• **Assigned task**:
Among the records that follow, find each line holding the word "strokeStyle" and copy it.

• **Data for this exercise**:
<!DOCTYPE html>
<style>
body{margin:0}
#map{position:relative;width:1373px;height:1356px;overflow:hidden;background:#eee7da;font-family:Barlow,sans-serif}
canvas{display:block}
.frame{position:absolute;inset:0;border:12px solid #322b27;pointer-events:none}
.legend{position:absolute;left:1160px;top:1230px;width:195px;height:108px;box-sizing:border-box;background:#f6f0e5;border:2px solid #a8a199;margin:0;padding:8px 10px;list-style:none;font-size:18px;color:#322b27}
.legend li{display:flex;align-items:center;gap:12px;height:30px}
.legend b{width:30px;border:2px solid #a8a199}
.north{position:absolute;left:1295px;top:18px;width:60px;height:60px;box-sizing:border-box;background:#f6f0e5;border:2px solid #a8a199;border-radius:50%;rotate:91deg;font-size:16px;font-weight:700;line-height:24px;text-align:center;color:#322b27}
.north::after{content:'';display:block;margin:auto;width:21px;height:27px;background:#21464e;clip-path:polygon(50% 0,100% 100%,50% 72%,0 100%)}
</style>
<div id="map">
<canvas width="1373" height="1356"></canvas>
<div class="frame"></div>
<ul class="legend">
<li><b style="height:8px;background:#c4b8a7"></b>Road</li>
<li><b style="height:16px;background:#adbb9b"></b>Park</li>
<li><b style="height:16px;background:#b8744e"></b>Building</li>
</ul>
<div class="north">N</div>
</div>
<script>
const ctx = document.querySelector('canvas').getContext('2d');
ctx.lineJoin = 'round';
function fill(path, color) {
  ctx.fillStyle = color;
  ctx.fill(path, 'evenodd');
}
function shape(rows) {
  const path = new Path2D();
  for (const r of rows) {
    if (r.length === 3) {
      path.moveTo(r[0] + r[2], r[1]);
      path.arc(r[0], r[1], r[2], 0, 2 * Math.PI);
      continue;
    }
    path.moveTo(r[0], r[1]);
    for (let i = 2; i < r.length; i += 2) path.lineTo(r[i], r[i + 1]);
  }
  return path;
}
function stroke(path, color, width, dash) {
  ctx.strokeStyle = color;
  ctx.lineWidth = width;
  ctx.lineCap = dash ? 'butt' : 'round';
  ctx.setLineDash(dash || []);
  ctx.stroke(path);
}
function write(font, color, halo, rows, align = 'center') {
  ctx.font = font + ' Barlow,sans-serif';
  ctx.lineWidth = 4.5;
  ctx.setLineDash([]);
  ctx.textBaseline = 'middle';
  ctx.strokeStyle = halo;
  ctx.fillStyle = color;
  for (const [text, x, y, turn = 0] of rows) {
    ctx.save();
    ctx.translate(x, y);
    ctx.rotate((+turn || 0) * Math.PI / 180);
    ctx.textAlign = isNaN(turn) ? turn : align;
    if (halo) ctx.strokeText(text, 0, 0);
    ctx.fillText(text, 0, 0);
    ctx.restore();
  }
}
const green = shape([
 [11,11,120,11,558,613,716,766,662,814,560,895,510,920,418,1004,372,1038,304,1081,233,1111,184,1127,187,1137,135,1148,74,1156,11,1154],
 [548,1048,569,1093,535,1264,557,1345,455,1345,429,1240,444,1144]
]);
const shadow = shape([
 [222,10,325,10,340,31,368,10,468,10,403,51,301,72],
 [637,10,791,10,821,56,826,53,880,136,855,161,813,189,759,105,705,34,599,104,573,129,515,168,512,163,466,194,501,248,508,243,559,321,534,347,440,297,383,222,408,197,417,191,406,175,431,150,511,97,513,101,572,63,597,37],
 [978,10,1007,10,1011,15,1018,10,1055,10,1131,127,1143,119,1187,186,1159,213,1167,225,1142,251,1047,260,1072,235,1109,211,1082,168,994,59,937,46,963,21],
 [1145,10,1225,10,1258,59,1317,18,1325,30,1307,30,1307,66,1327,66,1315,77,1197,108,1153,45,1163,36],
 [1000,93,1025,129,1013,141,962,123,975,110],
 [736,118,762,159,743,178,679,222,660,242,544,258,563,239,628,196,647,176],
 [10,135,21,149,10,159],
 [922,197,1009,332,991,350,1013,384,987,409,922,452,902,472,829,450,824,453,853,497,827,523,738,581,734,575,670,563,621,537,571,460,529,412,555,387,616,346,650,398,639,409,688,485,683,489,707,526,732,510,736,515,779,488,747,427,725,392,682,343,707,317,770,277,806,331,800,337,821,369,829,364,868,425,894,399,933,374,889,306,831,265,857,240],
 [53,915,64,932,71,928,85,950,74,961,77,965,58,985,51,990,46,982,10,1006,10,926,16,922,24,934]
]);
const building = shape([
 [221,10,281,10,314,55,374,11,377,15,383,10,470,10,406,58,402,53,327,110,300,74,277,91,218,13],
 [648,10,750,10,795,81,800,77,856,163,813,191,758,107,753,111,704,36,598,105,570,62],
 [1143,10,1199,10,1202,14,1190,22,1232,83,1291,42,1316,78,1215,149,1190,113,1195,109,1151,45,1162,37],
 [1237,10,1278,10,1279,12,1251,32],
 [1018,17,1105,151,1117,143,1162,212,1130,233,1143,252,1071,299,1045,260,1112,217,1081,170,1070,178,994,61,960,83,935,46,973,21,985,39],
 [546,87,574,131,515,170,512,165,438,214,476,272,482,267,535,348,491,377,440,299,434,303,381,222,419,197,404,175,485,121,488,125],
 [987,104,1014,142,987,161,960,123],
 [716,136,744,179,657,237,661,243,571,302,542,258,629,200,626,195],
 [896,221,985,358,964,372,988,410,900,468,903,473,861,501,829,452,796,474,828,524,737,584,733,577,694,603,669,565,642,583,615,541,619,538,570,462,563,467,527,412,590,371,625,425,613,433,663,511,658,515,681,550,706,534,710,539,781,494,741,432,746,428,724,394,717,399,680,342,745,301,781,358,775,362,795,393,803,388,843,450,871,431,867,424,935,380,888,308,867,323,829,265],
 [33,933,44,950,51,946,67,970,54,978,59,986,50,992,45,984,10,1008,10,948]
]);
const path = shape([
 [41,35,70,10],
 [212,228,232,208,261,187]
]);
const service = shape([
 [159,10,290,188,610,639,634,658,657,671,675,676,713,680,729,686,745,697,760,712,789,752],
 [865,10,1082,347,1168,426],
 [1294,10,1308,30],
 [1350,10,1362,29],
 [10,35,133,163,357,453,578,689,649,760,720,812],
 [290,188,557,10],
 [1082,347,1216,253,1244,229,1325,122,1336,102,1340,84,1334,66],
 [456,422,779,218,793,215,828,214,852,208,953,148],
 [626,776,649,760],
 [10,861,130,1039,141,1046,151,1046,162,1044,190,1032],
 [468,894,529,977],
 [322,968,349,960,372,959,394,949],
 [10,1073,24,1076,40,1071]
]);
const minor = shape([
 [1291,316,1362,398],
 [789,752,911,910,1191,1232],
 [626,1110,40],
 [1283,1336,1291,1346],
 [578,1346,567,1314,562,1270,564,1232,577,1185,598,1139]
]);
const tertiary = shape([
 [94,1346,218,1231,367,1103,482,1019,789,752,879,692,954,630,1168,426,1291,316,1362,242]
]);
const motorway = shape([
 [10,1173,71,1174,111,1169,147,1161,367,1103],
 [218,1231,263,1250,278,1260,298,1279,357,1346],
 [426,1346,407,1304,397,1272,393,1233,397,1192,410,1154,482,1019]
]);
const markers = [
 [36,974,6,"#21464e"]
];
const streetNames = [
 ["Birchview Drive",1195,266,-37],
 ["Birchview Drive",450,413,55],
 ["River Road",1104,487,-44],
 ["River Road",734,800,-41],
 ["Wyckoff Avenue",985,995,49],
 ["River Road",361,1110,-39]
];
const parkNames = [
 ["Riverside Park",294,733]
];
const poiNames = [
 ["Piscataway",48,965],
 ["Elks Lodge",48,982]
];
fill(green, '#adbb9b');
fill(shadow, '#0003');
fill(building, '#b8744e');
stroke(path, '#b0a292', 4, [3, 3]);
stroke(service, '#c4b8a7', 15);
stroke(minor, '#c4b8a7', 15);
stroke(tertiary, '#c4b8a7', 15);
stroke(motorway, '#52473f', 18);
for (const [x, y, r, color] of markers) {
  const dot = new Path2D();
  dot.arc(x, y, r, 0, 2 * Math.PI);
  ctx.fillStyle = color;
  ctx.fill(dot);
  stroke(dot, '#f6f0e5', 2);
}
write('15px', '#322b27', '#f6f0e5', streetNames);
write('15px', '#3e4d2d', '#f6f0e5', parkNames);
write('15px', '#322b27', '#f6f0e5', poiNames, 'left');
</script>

• **Answer section**:
  ctx.strokeStyle = color;
  ctx.strokeStyle = halo;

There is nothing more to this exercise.